The City of Paris commits to relaunching a more sustainable form of tourism
4 min read

The City of Paris commits to relaunching a more sustainable form of tourism

With nearly 90 million tourists visiting France from abroad in 2019 – 29 million visiting Paris alone – and following a year-long health crisis, tourism has reached a watershed moment. That was the reason for the City and Paris and the Paris Convention and Visitors Bureau holding the first Sustainable tourism conferences in March. On Thursday 1 July, the City of Paris and the PCVB submitted their findings from these conferences in the presence of a number of Paris tourism stakeholders and representatives of several European tourist capital cities.

Tourism is a key sector for the French economy – it accounts for 7 to 8% of GDP and provides some 2 million jobs.
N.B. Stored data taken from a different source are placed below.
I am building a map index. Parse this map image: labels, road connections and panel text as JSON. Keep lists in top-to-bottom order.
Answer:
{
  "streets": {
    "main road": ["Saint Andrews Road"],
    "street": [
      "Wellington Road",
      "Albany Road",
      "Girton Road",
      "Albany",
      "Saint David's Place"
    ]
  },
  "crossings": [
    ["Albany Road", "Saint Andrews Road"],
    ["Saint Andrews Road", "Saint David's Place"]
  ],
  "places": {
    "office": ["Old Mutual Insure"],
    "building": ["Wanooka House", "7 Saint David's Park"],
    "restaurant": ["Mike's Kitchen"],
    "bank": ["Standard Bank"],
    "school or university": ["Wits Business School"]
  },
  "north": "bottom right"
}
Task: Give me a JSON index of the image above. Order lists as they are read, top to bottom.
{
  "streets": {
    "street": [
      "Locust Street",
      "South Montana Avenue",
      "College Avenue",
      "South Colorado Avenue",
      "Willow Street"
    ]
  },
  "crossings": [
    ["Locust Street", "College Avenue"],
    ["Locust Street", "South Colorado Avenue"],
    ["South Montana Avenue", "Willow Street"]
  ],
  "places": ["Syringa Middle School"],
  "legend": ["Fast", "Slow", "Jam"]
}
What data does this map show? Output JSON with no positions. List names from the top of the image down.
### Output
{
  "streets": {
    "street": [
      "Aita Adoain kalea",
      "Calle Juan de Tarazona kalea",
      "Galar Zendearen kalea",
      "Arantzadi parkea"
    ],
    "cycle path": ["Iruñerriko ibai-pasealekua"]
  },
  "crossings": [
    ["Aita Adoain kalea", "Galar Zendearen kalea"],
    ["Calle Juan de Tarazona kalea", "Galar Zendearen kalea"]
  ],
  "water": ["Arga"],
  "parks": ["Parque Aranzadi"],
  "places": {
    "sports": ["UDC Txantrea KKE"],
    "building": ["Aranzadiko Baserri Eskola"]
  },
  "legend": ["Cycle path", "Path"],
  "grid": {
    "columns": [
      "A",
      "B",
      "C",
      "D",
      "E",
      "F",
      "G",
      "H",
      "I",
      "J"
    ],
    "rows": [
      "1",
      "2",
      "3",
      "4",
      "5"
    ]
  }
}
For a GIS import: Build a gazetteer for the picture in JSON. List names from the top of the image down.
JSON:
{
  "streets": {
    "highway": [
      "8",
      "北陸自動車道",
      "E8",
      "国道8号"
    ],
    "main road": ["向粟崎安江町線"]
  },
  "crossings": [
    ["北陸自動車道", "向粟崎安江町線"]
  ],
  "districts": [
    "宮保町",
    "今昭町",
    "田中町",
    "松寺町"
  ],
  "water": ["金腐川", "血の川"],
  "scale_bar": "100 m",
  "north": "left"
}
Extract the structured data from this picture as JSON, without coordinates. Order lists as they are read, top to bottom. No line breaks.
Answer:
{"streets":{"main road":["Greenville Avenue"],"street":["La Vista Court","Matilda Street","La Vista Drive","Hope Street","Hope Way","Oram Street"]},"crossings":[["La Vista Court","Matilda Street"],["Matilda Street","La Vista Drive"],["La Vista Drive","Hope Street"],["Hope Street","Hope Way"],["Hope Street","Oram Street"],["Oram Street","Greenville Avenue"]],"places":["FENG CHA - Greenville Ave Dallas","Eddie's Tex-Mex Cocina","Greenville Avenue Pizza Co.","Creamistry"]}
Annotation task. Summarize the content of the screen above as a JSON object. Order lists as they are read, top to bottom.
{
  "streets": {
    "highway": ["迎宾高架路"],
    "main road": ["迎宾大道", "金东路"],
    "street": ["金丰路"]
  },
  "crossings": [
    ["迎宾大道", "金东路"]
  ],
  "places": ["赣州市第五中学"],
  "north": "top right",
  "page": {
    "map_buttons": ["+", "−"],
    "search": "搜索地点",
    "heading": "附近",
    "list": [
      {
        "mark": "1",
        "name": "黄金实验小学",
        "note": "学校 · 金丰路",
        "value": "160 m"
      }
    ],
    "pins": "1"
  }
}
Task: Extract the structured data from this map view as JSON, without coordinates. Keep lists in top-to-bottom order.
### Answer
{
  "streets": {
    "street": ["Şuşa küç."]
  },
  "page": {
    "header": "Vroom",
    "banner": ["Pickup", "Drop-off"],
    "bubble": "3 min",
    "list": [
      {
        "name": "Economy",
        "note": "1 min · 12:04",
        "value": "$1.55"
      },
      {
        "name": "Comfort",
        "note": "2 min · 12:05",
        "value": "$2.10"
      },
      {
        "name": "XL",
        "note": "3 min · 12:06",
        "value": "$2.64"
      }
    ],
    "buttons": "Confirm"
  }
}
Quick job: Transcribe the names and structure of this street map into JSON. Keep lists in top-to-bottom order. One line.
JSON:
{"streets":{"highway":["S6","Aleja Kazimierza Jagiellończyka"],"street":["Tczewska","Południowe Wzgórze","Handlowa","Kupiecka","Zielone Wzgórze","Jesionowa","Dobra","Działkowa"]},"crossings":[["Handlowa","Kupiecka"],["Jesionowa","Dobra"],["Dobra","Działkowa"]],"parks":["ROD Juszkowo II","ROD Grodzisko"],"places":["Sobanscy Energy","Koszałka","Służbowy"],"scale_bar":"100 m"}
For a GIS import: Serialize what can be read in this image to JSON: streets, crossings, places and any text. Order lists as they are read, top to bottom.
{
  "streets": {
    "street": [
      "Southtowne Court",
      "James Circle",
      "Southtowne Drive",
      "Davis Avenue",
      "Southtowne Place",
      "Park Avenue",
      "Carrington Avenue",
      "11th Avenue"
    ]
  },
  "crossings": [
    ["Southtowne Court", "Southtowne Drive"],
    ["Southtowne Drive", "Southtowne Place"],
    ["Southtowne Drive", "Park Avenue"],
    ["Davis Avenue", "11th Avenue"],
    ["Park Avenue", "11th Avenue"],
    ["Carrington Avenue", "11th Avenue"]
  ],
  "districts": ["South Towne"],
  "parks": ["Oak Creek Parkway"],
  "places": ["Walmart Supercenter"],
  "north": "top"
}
In Paris, it accounts for 15% of all jobs and 13% of GDP. It also needs to carve out a role for itself and assume this role in the ecological transition. Tourism is a showcase for French culture and there are a number of areas in which action can be taken in order to help achieve the aims of the ecological transition.

In a particularly difficult climate – tourism has been very hard hit over more than a year – in March, the City of Paris and the PCVB launched the Sustainable tourism conferences. The idea was to lay the foundations for a positive-impact form of tourism, guiding the whole Paris tourism ecosystem towards a more sustainable, environmentally responsible and local form of tourism… tourism that is more geared towards Parisians, people living in the Paris area and people living in France, or tourism that encourages longer stays. Furthermore, to achieve the carbon neutrality target that Paris has set itself for 2050 as part of its Climate Plan and in compliance with the Paris Agreement, this sector must play its part.

“By holding these Sustainable tourism conferences, the City of Paris is committing to relaunching a more sustainable and environmentally responsible form of tourism, supporting stakeholders operating in the sector”, says Frédéric Hocquard, Paris’ Deputy Mayor in charge of tourism and the capital’s nightlife.

For Jean-François Rial, Chairman of the Paris Convention and Visitors Bureau, “Sustainable tourism is no longer a target – it is an absolute necessity”. The Sustainable tourism conferences are an excellent opportunity to share information, engage in debate and get people involved in various innovative initiatives that will have a positive impact on the city, on the lives of its residents and on its visitors”.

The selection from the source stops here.